En 1994 teníamos una situación totalmente distinta a la que vivimos ahora. La primera razón, y la más importante, es que hoy tenemos un tipo de cambio flexible. De hecho, lo que se ha llamado el “error de diciembre” no fue tanto un error, sino un error de una política cambiaria equivocada de 1992, 1993 y de 1994, porque el tipo de cambio estaba casi fijo. No se le permitía flotar libremente al peso. Hoy ya flota libremente, y si hay una demanda fuerte de dólares sube el tipo de cambio. Eso fue el gran error de años acumulados que explotó en 1994, por no haber devaluado a tiempo. Otra diferencia es que tenemos una deuda pública que está a largo plazo. En 1994 teníamos 30 mil millones de dólares de los tesobonos que se fueron colocando y que se vencían cada 3 meses, era una bomba de tiempo. Los tesobonos fueron un instrumento que se usó para empujar la devaluación hasta diciembre que ya no era la administración de Salinas. Hay que recordar que las reservas internacionales al iniciar diciembre eran de 6 mil millones de dólares en 1994, hoy tenemos 194 mil millones de dólares, además contamos con la línea del fondo que son otros 70 mil millones, así que tenemos más de 250 mil millones de dólares. Hoy exportamos 400 mil millones de dólares y de esos solamente el 10% es petróleo; en los años noventa, el petróleo representaba el 50% y en 1982 representaba el 80%. Sí nos va a afectar en la balanza de pagos pero se compensa con el precio de la gasolina. Lo que sí es importante es cuidar las finanzas públicas, que haya prudencia en el manejo de la política fiscal. Una política prudente en la reducción de los gastos que se tengan que llevar a cabo, porque efectivamente los ingresos se van a reducir y el gobierno debería ser cuidadoso.
¿En qué evento se diluyó el “momento mexicano”?

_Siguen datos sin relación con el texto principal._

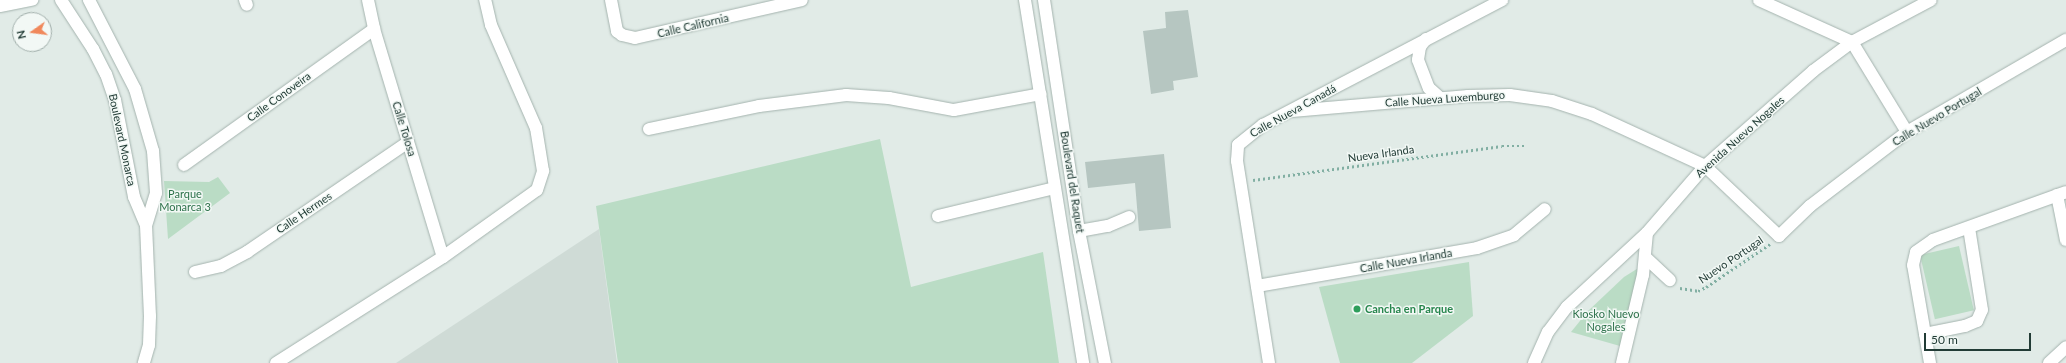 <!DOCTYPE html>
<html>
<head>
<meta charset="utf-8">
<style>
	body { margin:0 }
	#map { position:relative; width:2066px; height:363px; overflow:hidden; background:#e1ebe7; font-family:Lato,sans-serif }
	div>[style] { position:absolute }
	.built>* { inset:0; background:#cfdbd6 }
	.green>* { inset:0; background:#badcc5; transform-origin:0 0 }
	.building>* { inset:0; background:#b6c6c1 }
	.path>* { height:2.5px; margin-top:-1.25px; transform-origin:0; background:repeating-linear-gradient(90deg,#82afa3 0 2px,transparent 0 5px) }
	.roads { filter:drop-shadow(0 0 1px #a4b3ae) drop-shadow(0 0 1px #a4b3ae) }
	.minor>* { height:12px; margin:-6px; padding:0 6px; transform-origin:6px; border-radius:6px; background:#fff }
	.dots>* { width:11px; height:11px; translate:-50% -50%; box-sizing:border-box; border:2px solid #f2f8f5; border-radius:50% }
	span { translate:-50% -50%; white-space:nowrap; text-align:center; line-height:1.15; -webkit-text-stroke:3px #f2f8f5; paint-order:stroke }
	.street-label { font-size:11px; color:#223c36 }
	.park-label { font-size:11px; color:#2d724b }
	.leisure-label { font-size:11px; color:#27864d; font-weight:700 }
	.left { translate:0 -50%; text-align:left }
	.north { position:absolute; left:12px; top:12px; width:40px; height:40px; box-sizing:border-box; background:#f2f8f5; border:1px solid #9fada9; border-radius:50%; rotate:256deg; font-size:11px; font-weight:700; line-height:16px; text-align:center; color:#223c36 }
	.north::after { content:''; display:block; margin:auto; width:14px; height:18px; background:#f0885b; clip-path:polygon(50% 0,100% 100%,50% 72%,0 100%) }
	.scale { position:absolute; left:1924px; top:333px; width:107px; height:18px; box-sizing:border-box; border:2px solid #223c36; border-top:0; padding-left:5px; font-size:12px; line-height:14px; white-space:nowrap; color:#223c36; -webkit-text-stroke:3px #f2f8f5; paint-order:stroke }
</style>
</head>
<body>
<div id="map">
	<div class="built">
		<i style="clip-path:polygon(599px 229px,617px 363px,396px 363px)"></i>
	</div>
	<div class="green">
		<i style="clip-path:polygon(880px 139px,911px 287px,1043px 252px,1059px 363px,618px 363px,596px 206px)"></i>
		<i style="clip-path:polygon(218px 177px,230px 193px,168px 239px,164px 181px,209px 182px)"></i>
		<i style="left:1959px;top:246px;width:66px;height:40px;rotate:77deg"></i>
		<i style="clip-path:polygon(1469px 262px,1473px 316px,1412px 363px,1340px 363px,1319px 287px)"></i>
		<i style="clip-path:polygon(1640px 267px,1620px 346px,1571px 332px,1588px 311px,1624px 277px)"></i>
	</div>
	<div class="building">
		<i style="clip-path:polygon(1188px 10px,1198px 77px,1173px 81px,1174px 90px,1151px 94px,1143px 31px,1166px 28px,1165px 12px)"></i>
		<i style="clip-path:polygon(1164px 154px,1171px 228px,1139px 231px,1135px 183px,1088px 188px,1085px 162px)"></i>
	</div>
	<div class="path">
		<i style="left:1253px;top:180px;width:251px;rotate:-7.8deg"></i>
		<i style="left:1502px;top:146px;width:22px"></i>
		<i style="left:1680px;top:288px;width:18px;rotate:9deg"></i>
		<i style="left:1698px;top:291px;width:9px;rotate:-27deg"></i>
		<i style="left:1706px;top:287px;width:77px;rotate:-33.9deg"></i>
	</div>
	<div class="roads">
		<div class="minor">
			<i style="left:61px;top:0;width:59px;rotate:56.9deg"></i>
			<i style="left:93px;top:49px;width:28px;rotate:63deg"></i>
			<i style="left:106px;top:74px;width:28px;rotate:71deg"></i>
			<i style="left:115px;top:100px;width:99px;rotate:78.9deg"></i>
			<i style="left:134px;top:197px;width:30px;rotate:67deg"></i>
			<i style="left:89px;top:0;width:100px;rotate:62.7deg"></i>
			<i style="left:135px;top:89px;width:65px;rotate:73.8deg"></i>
			<i style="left:153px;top:151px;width:42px;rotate:85.9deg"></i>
			<i style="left:156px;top:193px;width:34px;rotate:107deg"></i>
			<i style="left:146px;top:225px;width:91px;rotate:87.5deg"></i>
			<i style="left:150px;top:316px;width:29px;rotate:92deg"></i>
			<i style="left:149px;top:345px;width:19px;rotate:106deg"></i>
			<i style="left:245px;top:0;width:5px;rotate:68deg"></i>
			<i style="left:368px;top:0;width:30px;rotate:78deg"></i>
			<i style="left:374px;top:29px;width:238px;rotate:73.2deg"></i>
			<i style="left:611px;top:0;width:32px;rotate:79deg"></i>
			<i style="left:617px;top:31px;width:6px;rotate:39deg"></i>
			<i style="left:622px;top:35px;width:13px;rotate:13deg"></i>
			<i style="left:635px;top:38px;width:171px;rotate:-12.8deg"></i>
			<i style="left:1025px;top:0;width:368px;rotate:80.9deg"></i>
			<i style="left:1044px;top:0;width:234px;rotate:81.4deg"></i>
			<i style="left:1079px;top:231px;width:135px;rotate:78.9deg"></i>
			<i style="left:1759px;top:0;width:102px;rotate:24.3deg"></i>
			<i style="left:1852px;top:42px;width:105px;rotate:58.6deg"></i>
			<i style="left:0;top:6px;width:33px;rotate:-11deg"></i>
			<i style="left:1426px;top:39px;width:10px;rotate:127deg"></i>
			<i style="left:1420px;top:47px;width:13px;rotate:99deg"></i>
			<i style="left:1418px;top:60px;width:30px;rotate:69deg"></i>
			<i style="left:1429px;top:88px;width:15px;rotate:42deg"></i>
			<i style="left:1292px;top:111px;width:177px;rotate:-4.9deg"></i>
			<i style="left:1468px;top:96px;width:42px;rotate:-1.4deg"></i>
			<i style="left:1510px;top:95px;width:42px;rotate:8.1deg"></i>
			<i style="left:1552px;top:101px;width:42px;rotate:18deg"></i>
			<i style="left:1592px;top:114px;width:124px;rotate:24.7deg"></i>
			<i style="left:1705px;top:166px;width:102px;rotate:43.4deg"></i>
			<i style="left:1779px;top:236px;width:43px;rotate:-44.1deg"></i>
			<i style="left:1810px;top:206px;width:122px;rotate:-37.3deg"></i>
			<i style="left:1907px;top:132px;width:184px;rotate:-30.1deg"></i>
			<i style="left:649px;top:129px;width:112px;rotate:-11.8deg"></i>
			<i style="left:759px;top:106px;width:88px;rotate:-7.2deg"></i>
			<i style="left:846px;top:95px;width:43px;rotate:4deg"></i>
			<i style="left:889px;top:98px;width:66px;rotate:10.5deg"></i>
			<i style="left:954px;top:110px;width:88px;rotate:-10.4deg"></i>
			<i style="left:184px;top:165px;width:234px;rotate:-35.6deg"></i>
			<i style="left:2057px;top:195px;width:46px;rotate:78.7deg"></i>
			<i style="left:938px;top:216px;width:120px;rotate:-13.5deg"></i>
			<i style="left:1079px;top:231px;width:29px;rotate:-10deg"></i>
			<i style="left:1108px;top:226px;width:23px;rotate:-23deg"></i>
			<i style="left:1645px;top:257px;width:34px;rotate:43deg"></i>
			<i style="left:195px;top:272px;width:27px;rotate:-13deg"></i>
			<i style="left:221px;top:266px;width:30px;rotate:-28deg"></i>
			<i style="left:247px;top:252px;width:195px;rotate:-34.3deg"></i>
			<i style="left:1257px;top:286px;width:223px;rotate:-9.8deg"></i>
			<i style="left:1477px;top:248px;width:39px;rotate:-19deg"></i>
			<i style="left:1514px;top:235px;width:40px;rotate:-40deg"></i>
			<i style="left:1925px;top:334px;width:41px;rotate:-11.3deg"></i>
			<i style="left:1965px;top:326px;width:13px;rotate:-23deg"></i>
			<i style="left:1977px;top:321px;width:12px;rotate:-66deg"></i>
			<i style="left:1982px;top:310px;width:83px;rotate:-99deg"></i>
			<i style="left:276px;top:363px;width:198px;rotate:-32.4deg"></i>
			<i style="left:443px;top:257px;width:115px;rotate:-35.5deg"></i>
			<i style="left:537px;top:190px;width:20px;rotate:-72deg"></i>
			<i style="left:543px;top:171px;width:44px;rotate:-99.2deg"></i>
			<i style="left:536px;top:128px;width:112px;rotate:-113.6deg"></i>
			<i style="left:491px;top:25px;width:26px;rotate:-103deg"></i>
			<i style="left:1269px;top:363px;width:205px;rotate:-99deg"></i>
			<i style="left:1237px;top:161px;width:16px;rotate:-86deg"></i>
			<i style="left:1238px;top:145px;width:32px;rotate:-39deg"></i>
			<i style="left:1263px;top:125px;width:270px;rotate:-27.6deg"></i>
			<i style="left:1534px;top:363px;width:34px;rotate:-66deg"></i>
			<i style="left:1548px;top:332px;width:31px;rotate:-53deg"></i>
			<i style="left:1567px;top:307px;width:109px;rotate:-42.8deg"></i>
			<i style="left:1647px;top:233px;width:89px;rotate:-49.1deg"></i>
			<i style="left:1705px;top:166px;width:144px;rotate:-41.3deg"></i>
			<i style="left:1813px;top:71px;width:49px;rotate:-36.6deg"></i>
			<i style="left:1852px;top:42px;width:89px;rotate:-28deg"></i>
			<i style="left:1622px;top:363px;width:90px;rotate:-76.6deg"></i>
			<i style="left:1643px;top:275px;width:42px;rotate:-84.6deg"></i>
			<i style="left:1930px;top:363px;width:99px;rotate:-99.8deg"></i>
			<i style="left:1913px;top:265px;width:13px;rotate:-77deg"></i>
			<i style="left:1916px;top:252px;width:21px;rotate:-35deg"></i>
			<i style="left:1933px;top:240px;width:141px;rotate:-19.8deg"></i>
			<i style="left:2049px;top:363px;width:23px;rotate:-43deg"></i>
		</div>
	</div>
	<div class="dots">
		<i style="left:1357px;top:309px;background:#2e9e5b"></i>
	</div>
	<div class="street-label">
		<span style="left:693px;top:26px;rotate:-13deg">Calle California</span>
		<span style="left:279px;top:97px;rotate:-36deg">Calle Conoveira</span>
		<span style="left:1445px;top:99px;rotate:-4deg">Calle Nueva Luxemburgo</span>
		<span style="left:1293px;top:111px;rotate:-29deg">Calle Nueva Canadá</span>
		<span style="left:1937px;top:117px;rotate:-31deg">Calle Nuevo Portugal</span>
		<span style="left:404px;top:129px;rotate:73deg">Calle Tolosa</span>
		<span style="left:1740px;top:137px;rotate:-42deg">Avenida Nuevo Nogales</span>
		<span style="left:122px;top:140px;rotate:78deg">Boulevard Monarca</span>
		<span style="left:1381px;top:154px;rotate:-8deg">Nueva Irlanda</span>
		<span style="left:1072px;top:182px;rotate:81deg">Boulevard del Raquet</span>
		<span style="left:304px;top:213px;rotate:-34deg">Calle Hermes</span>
		<span style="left:1731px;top:260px;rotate:-34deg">Nuevo Portugal</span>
		<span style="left:1406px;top:261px;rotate:-10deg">Calle Nueva Irlanda</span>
	</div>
	<div class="park-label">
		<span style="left:185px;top:201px">Parque<br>Monarca 3</span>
		<span style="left:1606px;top:321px">Kiosko Nuevo<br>Nogales</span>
	</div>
	<div class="leisure-label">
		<span class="left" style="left:1365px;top:309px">Cancha en Parque</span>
	</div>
	<div class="north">N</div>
	<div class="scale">50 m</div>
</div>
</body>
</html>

Se esfumó por la desconfianza que hay por todas partes. La desconfianza que crean los gobernantes cuando aparece una riqueza no explicada. El “momento de México” desaparece muy temprano en el año, cuando la reforma fiscal tuvo su primer impacto con la inflación de enero y era evidente que el consumo se iba a reducir. Las autoridades no vieron qué tan fuerte iba a ser esta reducción. Junto a esto, el que no haya habido la inversión pública ni el impacto que esperábamos. De hecho, la inversión pública como proporción del PIB bajó de junio a septiembre, una inversión pública extremadamente baja que no habíamos visto en décadas. Las autoridades dicen que porque se lleva mucho tiempo en ejercer el gasto, pero ya perdimos todo 2013 con 1% de crecimiento, ya perdimos el 2014 con 2%, si efectivamente ese gasto se da y la economía americana sigue creciendo, pues será nuestro principal motor en 2015. Esperemos que tengamos una tasa superior. Nosotros sí vemos una tasa que puede llegar al 3%. Ojalá hubiera medidas inmediatas para poder estimular la inversión.
¿El caso Iguala, los presuntos conflictos de interés, han detenido la inversión?
Por supuesto, la inversión ha abandonado muchas regiones del país. No hay duda de que la inversión entró en pausa en Guerrero, Chiapas, Oaxaca, Tamaulipas, Michoacán, no hay inversión ahí. No cambiará nada en términos de inversión si no hay seguridad, si no hay decisiones rápidas en términos de Estado de derecho, de certeza jurídica y haya un claro combate a la impunidad. Ojalá tengamos una buena ley anticorrupción y no lo que se está presentando en el Congreso.